- ABOUT THIS TASK:
Write out each line of the entries exactly, starting at the first and finishing with the line that contains "Read this street".

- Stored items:
========================================

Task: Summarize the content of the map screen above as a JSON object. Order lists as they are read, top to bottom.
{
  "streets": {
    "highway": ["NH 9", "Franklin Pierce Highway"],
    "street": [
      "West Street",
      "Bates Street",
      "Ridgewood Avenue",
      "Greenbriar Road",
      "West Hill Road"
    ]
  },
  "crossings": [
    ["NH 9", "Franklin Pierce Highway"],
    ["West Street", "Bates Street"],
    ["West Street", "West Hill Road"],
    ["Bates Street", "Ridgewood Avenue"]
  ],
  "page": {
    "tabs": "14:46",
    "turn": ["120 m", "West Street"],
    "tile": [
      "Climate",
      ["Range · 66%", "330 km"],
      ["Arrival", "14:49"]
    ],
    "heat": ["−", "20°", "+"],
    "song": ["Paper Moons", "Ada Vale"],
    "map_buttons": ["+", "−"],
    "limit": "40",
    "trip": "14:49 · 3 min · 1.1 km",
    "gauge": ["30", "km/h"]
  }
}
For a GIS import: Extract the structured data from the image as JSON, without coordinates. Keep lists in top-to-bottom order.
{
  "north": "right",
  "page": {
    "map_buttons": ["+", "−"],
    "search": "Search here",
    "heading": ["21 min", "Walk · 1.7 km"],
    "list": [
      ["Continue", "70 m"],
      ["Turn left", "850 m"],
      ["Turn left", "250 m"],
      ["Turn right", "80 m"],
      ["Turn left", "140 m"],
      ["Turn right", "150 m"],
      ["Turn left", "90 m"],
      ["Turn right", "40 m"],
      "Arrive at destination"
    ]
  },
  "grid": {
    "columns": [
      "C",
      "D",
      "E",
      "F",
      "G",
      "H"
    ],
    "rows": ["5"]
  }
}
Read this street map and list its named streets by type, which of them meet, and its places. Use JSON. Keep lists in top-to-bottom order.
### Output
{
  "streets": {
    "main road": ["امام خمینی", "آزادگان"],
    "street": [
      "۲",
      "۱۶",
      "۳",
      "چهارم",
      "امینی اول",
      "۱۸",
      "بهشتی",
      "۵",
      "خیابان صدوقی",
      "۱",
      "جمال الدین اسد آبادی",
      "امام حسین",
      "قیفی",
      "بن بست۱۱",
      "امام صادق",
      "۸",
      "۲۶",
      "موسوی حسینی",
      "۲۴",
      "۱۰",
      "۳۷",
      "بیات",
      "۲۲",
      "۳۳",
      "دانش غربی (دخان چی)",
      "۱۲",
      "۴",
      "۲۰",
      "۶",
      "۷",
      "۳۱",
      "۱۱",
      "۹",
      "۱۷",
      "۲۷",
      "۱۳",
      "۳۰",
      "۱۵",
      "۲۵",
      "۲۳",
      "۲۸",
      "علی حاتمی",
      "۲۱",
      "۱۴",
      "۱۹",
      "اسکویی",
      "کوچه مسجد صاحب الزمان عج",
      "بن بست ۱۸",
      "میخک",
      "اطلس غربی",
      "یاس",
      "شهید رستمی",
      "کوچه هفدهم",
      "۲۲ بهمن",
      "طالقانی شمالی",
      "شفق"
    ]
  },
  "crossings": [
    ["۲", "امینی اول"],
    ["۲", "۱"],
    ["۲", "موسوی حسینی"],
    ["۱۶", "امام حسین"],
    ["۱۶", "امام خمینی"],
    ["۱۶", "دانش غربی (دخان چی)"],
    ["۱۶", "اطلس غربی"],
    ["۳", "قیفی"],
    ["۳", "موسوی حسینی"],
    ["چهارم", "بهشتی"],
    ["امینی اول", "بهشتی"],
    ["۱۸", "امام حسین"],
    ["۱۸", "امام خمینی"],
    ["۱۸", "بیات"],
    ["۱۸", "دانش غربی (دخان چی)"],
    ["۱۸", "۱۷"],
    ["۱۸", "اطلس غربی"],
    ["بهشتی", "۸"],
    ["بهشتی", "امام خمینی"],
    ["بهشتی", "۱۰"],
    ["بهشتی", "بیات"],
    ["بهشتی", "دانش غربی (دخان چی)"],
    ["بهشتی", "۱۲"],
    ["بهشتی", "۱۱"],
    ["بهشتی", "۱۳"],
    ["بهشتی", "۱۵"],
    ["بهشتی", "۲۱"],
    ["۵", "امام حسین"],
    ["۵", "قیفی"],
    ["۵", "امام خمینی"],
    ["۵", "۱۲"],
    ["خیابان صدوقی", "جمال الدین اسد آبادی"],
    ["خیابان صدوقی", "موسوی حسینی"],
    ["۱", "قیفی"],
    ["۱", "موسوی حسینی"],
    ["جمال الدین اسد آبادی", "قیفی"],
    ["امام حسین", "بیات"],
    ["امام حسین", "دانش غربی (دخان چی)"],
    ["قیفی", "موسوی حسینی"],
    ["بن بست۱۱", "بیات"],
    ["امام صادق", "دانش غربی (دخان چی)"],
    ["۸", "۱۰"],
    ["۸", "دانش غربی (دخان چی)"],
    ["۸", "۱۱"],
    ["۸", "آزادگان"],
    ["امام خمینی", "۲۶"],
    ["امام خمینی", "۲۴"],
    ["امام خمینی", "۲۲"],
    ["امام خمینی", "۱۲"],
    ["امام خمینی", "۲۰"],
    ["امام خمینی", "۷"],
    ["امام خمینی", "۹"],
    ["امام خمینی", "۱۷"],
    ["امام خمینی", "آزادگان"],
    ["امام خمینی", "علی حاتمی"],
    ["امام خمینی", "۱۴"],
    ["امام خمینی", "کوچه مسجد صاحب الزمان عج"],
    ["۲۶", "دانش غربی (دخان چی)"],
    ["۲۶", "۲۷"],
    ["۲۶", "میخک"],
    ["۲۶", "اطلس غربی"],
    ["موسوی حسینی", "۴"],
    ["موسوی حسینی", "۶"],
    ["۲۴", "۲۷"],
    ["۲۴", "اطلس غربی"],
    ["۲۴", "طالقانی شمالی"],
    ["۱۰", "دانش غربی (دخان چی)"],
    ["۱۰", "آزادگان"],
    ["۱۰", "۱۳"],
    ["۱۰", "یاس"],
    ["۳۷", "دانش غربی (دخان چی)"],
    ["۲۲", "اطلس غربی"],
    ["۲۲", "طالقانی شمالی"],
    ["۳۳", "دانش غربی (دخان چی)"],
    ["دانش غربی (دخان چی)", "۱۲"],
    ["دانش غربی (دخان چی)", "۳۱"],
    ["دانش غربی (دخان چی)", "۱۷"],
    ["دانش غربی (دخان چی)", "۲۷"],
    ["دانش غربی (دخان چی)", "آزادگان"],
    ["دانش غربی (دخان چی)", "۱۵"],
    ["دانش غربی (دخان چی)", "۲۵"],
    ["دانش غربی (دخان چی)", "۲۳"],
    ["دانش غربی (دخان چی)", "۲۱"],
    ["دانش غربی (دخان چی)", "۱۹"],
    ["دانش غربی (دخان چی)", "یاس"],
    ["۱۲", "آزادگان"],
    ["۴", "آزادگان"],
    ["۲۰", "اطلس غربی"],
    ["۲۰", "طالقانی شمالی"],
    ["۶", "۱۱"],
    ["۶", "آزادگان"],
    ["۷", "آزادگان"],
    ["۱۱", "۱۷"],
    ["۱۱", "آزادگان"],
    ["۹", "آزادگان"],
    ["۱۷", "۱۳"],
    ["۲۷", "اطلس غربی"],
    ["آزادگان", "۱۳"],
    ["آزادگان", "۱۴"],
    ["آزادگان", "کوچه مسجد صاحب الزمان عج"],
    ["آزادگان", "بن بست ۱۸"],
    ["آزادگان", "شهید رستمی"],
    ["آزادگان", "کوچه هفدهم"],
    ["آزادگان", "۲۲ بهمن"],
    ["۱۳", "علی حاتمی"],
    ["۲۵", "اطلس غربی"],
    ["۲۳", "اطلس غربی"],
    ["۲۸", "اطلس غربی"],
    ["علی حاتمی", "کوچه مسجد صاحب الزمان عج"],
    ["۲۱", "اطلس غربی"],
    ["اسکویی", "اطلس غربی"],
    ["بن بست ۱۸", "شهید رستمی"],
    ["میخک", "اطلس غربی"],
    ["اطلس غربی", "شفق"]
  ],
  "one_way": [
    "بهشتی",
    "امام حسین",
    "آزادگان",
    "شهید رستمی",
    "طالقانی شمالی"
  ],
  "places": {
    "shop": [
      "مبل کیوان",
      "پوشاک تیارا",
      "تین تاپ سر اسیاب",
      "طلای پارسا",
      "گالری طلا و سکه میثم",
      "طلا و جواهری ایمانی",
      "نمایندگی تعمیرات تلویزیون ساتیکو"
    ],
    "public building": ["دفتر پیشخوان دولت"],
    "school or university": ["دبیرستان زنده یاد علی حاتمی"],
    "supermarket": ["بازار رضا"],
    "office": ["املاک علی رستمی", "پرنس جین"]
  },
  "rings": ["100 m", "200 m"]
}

========================================

- ANSWER:
Task: Summarize the content of the map screen above as a JSON object. Order lists as they are read, top to bottom.
{
  "streets": {
    "highway": ["NH 9", "Franklin Pierce Highway"],
    "street": [
      "West Street",
      "Bates Street",
      "Ridgewood Avenue",
      "Greenbriar Road",
      "West Hill Road"
    ]
  },
  "crossings": [
    ["NH 9", "Franklin Pierce Highway"],
    ["West Street", "Bates Street"],
    ["West Street", "West Hill Road"],
    ["Bates Street", "Ridgewood Avenue"]
  ],
  "page": {
    "tabs": "14:46",
    "turn": ["120 m", "West Street"],
    "tile": [
      "Climate",
      ["Range · 66%", "330 km"],
      ["Arrival", "14:49"]
    ],
    "heat": ["−", "20°", "+"],
    "song": ["Paper Moons", "Ada Vale"],
    "map_buttons": ["+", "−"],
    "limit": "40",
    "trip": "14:49 · 3 min · 1.1 km",
    "gauge": ["30", "km/h"]
  }
}
For a GIS import: Extract the structured data from the image as JSON, without coordinates. Keep lists in top-to-bottom order.
{
  "north": "right",
  "page": {
    "map_buttons": ["+", "−"],
    "search": "Search here",
    "heading": ["21 min", "Walk · 1.7 km"],
    "list": [
      ["Continue", "70 m"],
      ["Turn left", "850 m"],
      ["Turn left", "250 m"],
      ["Turn right", "80 m"],
      ["Turn left", "140 m"],
      ["Turn right", "150 m"],
      ["Turn left", "90 m"],
      ["Turn right", "40 m"],
      "Arrive at destination"
    ]
  },
  "grid": {
    "columns": [
      "C",
      "D",
      "E",
      "F",
      "G",
      "H"
    ],
    "rows": ["5"]
  }
}
Read this street map and list its named streets by type, which of them meet, and its places. Use JSON. Keep lists in top-to-bottom order.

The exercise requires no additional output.